Two years ago the National Institute for Health and Clinical Excellence (Nice) made a decision to deny a range of drugs to patients, but it has effectively made a U-turn in that regard.
Nice ruled in 2008 that sufferers would not be allowed to try a second anti-TNF (tumour necrosis factor alpha inhibitor) if their first attempt at anti-TNF therapy failed.
New guidance was issued by Nice in March putting forward the use of a drug called rituximab (MabThera), but saying adalimumab (Humira), etanercept (Enbrel) and infliximab (Remicade) could only be used in the context of research, even for those patients who had failed on one anti-TNF.
The watchdog also rejected abatacept in that guidance.
Now, in new draft guidance, Nice recommends rituximab as the treatment for patients who have failed on an anti-TNF or who have not responded to other disease-modifying anti-rheumatic drugs.
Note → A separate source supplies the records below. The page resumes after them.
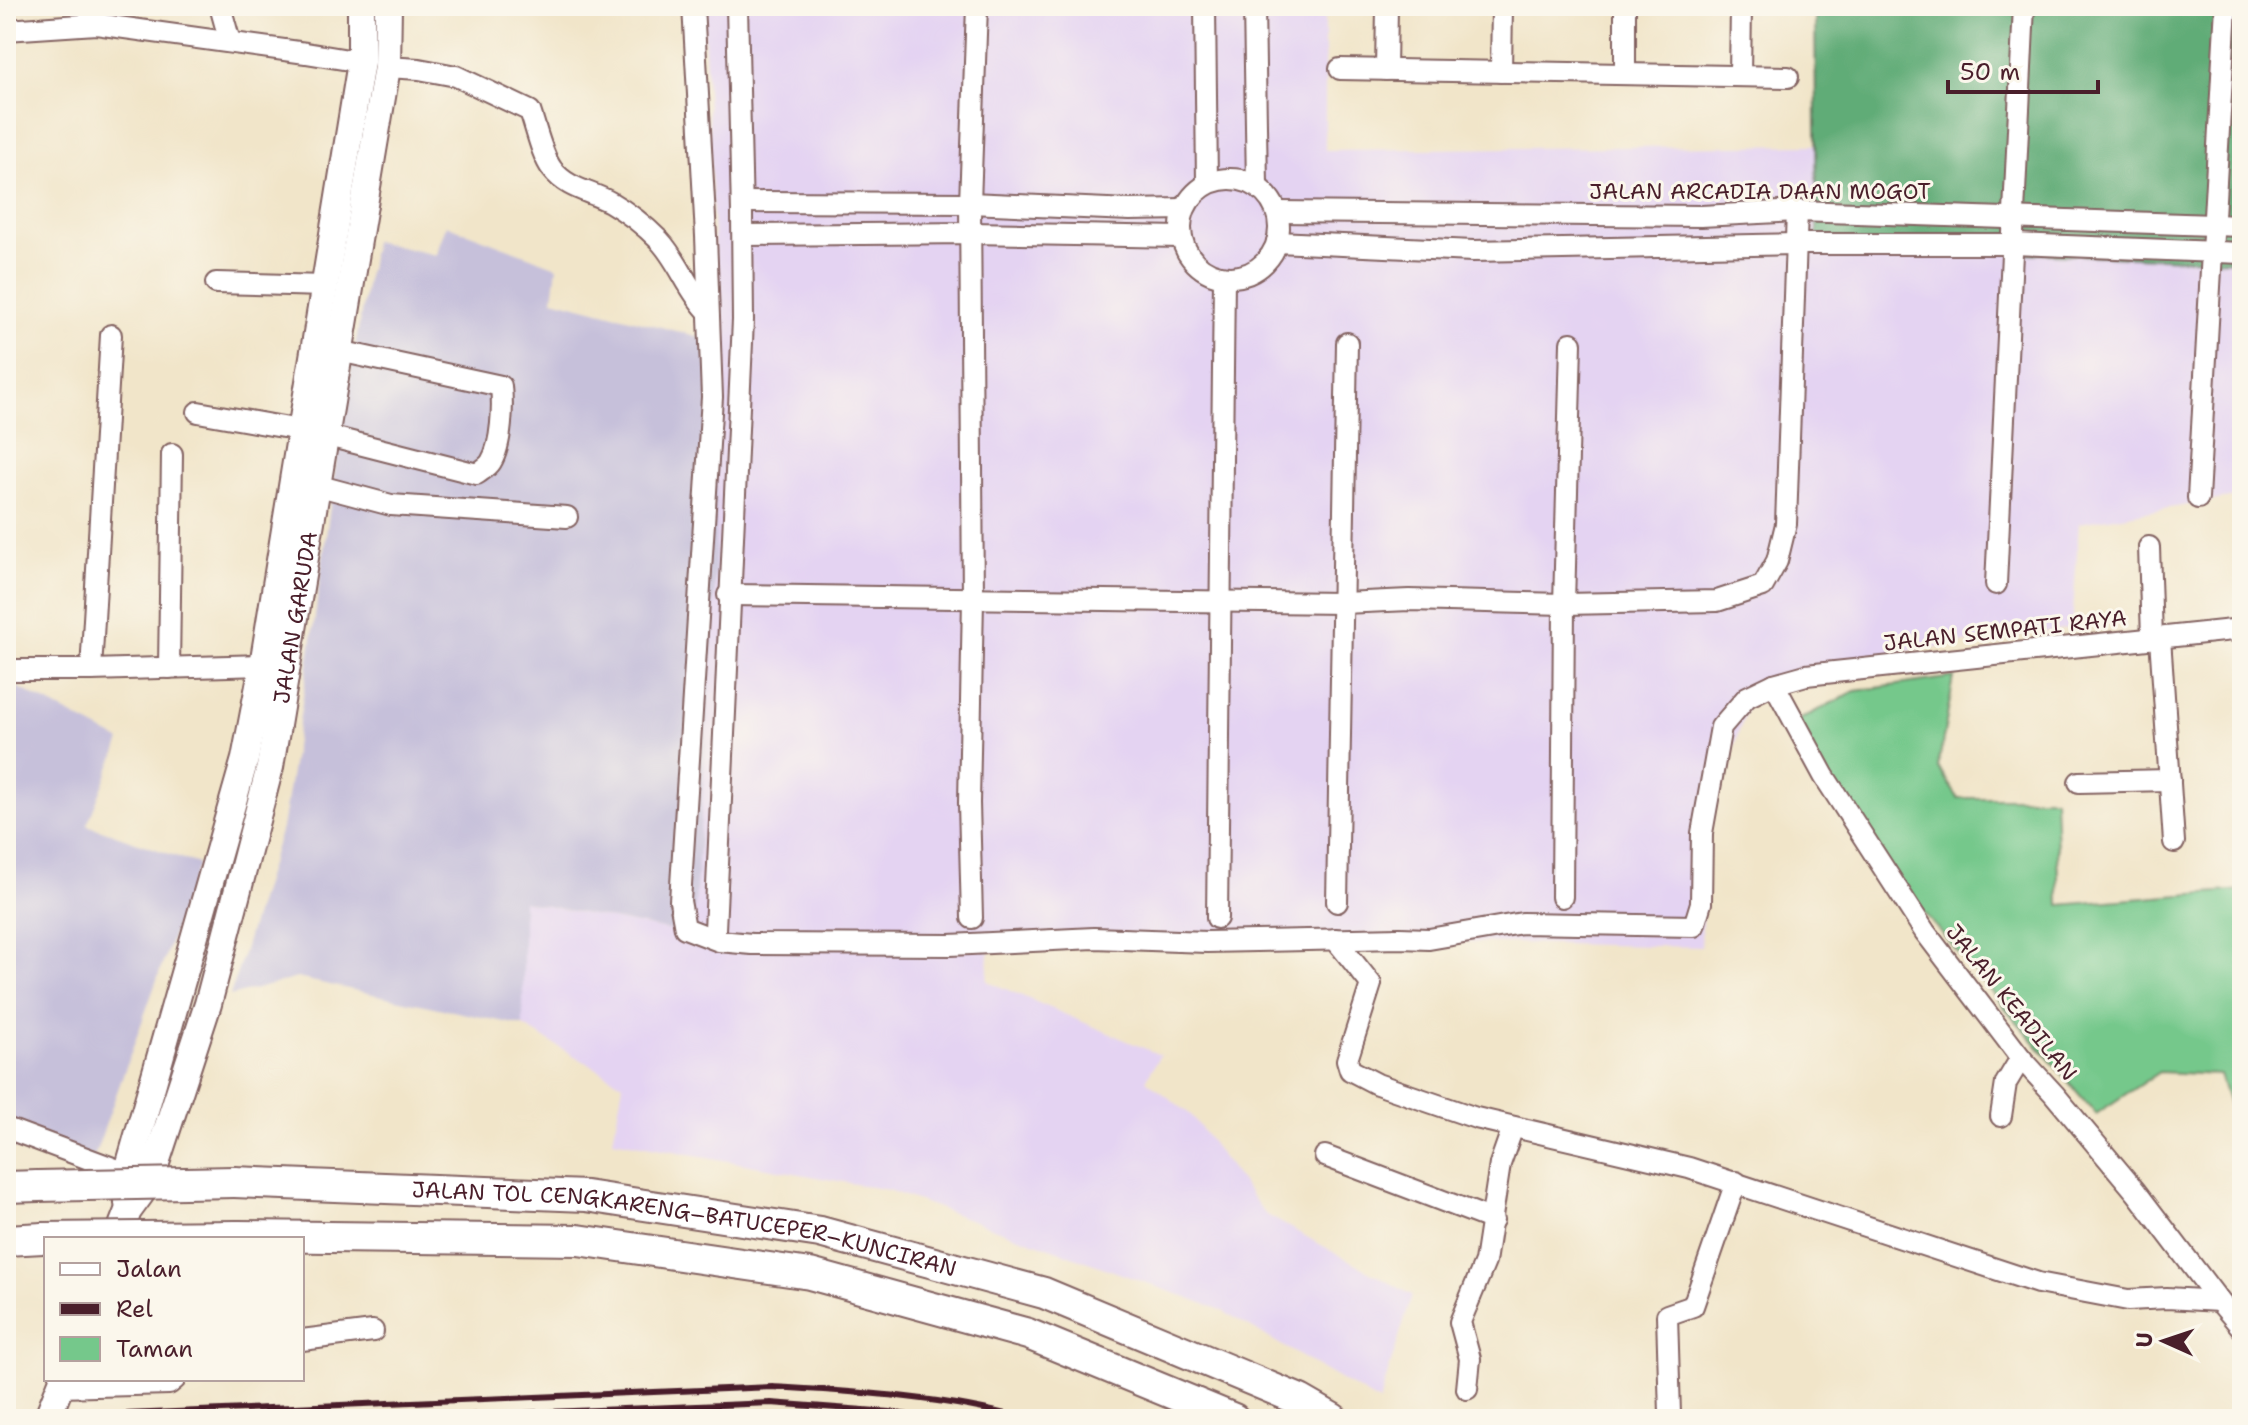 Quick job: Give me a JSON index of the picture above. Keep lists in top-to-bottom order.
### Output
{
  "streets": {
    "highway": ["JALAN TOL CENGKARENG–BATUCEPER–KUNCIRAN"],
    "main road": ["JALAN GARUDA"],
    "street": ["JALAN ARCADIA DAAN MOGOT", "JALAN SEMPATI RAYA", "JALAN KEADILAN"]
  },
  "crossings": [
    ["JALAN SEMPATI RAYA", "JALAN KEADILAN"]
  ],
  "legend": ["Jalan", "Rel", "Taman"],
  "scale_bar": "50 m",
  "north": "left"
} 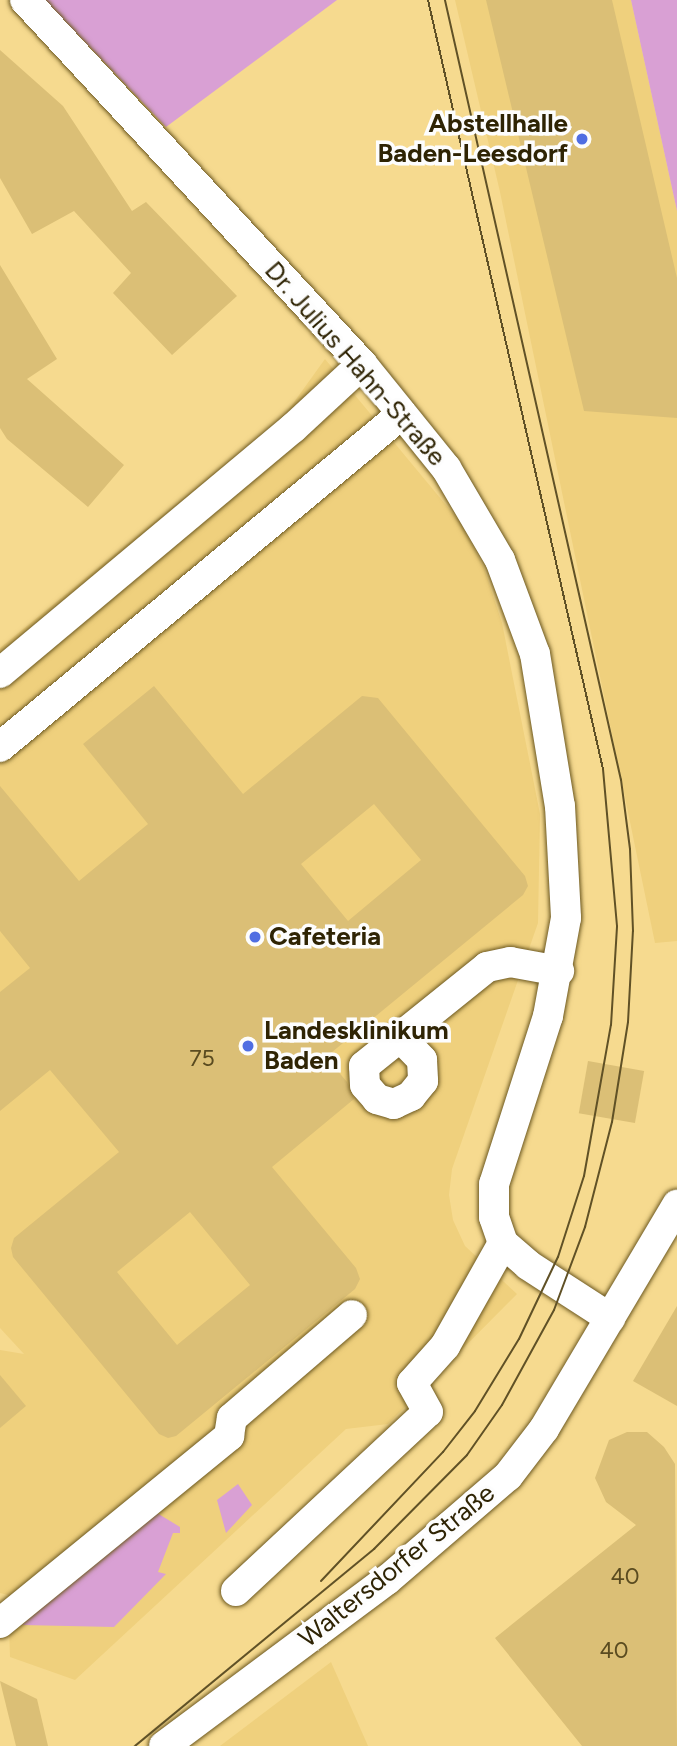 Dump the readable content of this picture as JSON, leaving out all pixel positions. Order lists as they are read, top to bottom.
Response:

But it also recommends adalimumab, etanercept, infliximab and abatacept for patients who have failed on one anti-TNF or who have not responded to other disease-modifying anti-rheumatic drugs, and who cannot take rituximab.
It said rituximab should not be given more often than every six months and should only be continued if there is an adequate response.
The other drugs should only be given if there is a good response six months after the start of therapy.